UBC Faculty Research and Publications

Cognition, learning behaviour and hippocampal synaptic plasticity are not disrupted in mice over-expressing the cholesterol transporter ABCG1 Parkinson, Pamela F; Kannangara, Timal S; Eadie, Brennan D; Burgess, Braydon L; Wellington, Cheryl L; Christie, Brian R


Background: Cognitive deficits are a hallmark feature of both Down Syndrome (DS) and Alzheimer's Disease (AD). Extra copies of the genes on chromosome 21 may also play an important role in the accelerated onset of AD in DS individuals. Growing evidence suggests an important function for cholesterol in the pathogenesis of AD, particularly in APP metabolism and production of Aβ peptides. The ATP-Binding Cassette-G1 (ABCG1) transporter is located on chromosome 21, and participates in the maintenance of tissue cholesterol homeostasis. Results: To assess the role of ABCG1 in DS-related cognition, we evaluated the cognitive performance of mice selectively over-expressing the ABCG1 gene from its endogenous regulatory signals.
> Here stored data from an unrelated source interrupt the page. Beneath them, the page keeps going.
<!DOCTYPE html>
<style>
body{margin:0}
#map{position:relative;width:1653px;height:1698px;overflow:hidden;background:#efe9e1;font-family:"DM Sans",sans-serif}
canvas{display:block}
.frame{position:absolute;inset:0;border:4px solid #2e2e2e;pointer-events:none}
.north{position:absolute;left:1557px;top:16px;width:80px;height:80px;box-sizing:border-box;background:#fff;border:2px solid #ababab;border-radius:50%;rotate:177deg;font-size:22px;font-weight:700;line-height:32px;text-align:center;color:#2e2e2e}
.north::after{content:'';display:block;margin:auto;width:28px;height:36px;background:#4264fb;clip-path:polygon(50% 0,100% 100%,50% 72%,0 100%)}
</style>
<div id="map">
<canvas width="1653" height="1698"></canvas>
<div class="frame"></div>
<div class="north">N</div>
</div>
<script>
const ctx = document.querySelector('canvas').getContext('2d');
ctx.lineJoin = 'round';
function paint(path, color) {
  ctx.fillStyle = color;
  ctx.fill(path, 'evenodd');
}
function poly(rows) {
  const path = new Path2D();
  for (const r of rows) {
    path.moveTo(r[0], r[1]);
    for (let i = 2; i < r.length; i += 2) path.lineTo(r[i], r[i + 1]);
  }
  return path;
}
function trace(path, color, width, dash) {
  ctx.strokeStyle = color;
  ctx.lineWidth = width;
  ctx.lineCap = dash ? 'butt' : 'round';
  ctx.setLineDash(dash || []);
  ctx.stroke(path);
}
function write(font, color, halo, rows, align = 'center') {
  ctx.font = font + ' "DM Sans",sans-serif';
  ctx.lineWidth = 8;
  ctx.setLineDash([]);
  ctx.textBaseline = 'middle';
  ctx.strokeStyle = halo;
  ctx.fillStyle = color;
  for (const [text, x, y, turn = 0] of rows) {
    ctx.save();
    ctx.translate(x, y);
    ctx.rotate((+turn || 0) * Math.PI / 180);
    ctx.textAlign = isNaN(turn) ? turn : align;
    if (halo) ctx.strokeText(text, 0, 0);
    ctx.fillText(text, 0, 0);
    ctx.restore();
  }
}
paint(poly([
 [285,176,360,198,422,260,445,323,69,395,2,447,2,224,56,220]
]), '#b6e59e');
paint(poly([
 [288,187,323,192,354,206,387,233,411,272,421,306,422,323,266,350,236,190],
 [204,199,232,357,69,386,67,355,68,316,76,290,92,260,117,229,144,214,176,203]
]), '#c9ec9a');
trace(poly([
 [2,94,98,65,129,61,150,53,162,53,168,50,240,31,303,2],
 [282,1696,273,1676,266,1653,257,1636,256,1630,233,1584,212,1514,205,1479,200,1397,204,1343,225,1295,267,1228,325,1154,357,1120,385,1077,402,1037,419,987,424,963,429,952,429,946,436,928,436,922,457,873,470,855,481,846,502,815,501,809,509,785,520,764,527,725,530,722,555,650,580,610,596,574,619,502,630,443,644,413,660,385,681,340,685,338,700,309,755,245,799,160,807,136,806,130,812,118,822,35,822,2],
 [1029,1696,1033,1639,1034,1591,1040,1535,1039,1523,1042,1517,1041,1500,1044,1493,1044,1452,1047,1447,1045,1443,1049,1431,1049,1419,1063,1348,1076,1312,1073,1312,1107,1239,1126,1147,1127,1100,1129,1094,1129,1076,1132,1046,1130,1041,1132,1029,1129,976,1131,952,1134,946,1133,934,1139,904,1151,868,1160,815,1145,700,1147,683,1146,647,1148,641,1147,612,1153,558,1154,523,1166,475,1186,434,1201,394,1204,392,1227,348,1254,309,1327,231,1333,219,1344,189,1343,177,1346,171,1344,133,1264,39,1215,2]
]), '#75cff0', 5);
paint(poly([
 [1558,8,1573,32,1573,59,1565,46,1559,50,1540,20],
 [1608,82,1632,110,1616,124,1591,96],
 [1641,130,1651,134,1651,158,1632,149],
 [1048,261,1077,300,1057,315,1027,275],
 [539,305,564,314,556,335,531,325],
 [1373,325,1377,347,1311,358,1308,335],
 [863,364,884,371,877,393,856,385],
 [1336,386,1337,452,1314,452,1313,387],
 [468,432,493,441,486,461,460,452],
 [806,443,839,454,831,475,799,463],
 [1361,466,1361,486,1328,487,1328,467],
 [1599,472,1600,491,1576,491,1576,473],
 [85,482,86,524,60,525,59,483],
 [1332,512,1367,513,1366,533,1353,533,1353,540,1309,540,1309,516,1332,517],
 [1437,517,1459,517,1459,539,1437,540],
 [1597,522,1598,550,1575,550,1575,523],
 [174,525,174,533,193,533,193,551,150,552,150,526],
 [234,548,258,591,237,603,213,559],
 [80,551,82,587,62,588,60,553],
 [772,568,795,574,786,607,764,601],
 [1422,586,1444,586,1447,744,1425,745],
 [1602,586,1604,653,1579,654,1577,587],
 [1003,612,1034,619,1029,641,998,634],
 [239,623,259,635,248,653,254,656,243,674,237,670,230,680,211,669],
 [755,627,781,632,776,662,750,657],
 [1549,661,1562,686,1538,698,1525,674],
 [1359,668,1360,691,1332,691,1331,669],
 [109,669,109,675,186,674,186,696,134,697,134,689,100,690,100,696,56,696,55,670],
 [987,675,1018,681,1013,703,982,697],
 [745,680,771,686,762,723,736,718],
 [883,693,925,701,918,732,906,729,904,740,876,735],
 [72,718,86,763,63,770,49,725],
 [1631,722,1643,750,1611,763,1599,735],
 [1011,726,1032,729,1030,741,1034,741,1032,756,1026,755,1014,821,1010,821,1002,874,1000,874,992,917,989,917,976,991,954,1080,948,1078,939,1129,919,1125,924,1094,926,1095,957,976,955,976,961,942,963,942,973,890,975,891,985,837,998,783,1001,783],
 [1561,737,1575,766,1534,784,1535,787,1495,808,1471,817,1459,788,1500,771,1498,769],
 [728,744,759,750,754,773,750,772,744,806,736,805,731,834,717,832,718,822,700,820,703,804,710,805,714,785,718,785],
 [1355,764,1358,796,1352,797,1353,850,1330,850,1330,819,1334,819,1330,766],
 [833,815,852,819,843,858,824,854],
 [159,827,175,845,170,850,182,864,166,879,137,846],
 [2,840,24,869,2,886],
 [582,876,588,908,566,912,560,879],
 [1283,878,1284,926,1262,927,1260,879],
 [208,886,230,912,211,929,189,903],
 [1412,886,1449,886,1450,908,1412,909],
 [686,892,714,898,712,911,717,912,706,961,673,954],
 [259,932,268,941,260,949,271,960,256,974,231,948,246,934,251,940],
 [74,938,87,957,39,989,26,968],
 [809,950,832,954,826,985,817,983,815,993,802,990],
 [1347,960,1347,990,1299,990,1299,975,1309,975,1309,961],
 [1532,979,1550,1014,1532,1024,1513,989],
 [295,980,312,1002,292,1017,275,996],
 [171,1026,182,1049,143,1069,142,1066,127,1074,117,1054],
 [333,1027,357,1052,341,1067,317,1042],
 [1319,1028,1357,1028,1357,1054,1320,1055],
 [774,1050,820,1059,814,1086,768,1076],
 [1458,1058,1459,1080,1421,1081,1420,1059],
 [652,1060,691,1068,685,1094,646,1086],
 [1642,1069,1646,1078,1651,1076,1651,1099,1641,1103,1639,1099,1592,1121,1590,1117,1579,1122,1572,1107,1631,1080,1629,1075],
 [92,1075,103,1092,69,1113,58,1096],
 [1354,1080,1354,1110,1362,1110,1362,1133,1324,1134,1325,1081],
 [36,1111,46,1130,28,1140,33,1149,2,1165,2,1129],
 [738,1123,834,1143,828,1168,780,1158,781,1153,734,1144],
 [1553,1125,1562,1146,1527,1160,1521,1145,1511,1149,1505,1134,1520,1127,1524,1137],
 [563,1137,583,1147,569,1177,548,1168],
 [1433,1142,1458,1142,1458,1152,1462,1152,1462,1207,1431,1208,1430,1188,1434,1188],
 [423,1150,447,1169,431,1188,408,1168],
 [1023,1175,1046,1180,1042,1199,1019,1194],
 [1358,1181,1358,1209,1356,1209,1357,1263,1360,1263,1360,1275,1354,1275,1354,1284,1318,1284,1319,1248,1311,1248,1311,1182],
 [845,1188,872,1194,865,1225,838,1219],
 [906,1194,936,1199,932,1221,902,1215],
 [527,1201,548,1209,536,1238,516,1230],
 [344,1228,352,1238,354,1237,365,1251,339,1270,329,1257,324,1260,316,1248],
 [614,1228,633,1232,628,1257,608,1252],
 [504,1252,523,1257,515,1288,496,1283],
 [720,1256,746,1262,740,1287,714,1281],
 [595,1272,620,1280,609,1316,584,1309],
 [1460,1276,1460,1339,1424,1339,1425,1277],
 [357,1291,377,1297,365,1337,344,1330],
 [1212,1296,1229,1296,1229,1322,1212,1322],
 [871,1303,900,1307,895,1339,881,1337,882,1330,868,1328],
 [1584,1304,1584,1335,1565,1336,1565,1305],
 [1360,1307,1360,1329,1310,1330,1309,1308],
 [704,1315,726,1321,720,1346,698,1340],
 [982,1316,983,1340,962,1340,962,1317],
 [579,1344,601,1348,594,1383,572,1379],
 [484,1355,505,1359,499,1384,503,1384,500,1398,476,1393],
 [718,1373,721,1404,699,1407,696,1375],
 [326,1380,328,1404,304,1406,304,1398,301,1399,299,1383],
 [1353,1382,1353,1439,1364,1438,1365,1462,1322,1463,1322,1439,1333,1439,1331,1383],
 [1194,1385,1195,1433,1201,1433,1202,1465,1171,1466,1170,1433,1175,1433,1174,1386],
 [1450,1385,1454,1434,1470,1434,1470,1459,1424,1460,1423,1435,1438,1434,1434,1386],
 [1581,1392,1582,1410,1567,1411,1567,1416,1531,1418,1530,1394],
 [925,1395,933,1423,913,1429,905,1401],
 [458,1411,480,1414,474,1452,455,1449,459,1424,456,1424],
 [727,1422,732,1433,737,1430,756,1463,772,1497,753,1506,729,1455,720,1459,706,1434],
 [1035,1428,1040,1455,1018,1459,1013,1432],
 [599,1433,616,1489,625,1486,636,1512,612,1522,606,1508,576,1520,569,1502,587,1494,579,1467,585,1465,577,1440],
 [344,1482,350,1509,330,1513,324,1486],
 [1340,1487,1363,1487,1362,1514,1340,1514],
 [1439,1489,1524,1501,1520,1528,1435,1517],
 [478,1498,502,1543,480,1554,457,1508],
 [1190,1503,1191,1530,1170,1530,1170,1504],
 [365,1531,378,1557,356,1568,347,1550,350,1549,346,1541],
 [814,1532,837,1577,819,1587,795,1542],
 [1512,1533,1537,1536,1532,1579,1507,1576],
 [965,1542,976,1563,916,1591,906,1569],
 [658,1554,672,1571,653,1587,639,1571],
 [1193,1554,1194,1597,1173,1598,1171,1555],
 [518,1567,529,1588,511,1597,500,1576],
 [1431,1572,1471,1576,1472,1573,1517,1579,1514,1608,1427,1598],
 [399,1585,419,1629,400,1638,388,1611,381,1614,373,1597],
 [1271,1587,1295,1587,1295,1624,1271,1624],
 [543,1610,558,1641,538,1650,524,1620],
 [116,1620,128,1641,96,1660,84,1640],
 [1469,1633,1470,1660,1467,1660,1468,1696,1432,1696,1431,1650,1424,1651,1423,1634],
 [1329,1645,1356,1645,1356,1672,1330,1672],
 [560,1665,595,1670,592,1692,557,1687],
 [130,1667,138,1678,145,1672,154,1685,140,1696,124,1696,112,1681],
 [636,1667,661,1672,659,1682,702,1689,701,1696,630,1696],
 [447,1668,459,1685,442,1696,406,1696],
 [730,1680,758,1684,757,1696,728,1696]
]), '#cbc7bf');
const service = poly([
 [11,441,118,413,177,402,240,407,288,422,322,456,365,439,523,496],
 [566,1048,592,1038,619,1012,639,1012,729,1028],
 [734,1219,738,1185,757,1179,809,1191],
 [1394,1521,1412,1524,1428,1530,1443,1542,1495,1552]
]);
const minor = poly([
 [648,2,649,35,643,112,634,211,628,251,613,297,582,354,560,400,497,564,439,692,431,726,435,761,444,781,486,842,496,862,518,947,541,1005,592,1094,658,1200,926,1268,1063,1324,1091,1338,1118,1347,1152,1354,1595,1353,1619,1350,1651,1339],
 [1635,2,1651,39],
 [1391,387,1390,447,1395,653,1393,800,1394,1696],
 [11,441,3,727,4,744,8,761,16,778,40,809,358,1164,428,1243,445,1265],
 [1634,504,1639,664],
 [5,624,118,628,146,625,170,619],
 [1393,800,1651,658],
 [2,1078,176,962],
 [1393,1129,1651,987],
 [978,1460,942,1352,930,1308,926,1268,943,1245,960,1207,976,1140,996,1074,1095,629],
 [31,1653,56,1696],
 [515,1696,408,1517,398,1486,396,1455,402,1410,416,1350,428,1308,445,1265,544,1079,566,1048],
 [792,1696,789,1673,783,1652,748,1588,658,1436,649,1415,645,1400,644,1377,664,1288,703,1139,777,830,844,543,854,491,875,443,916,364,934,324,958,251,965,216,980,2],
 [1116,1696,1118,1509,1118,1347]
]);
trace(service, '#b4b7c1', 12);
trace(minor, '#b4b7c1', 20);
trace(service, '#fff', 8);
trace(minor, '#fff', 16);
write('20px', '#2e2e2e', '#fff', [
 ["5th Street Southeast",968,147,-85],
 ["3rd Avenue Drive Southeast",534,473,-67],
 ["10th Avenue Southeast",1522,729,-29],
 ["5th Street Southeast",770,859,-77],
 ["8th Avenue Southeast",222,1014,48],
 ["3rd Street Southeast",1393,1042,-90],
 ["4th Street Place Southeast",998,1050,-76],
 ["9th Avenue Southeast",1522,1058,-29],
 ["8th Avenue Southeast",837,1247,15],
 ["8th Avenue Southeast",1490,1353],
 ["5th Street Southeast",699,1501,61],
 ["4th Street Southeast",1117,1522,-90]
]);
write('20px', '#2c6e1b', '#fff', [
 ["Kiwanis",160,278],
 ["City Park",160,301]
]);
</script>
Both wild-type and ABCG1 transgenic mice performed equivalently on several behavioral tests, including measures of anxiety, as well as on reference and working memory tasks. No deficits in hippocampal CA1 synaptic plasticity as determined with electrophysiological studies were apparent in mice over-expressing ABCG1. Conclusion: These findings indicate that although ABCG1 may play a role in maintaining cellular or tissue cholesterol homeostasis, it is unlikely that excess ABCG1 expression contributes to the cognitive deficits in DS individuals.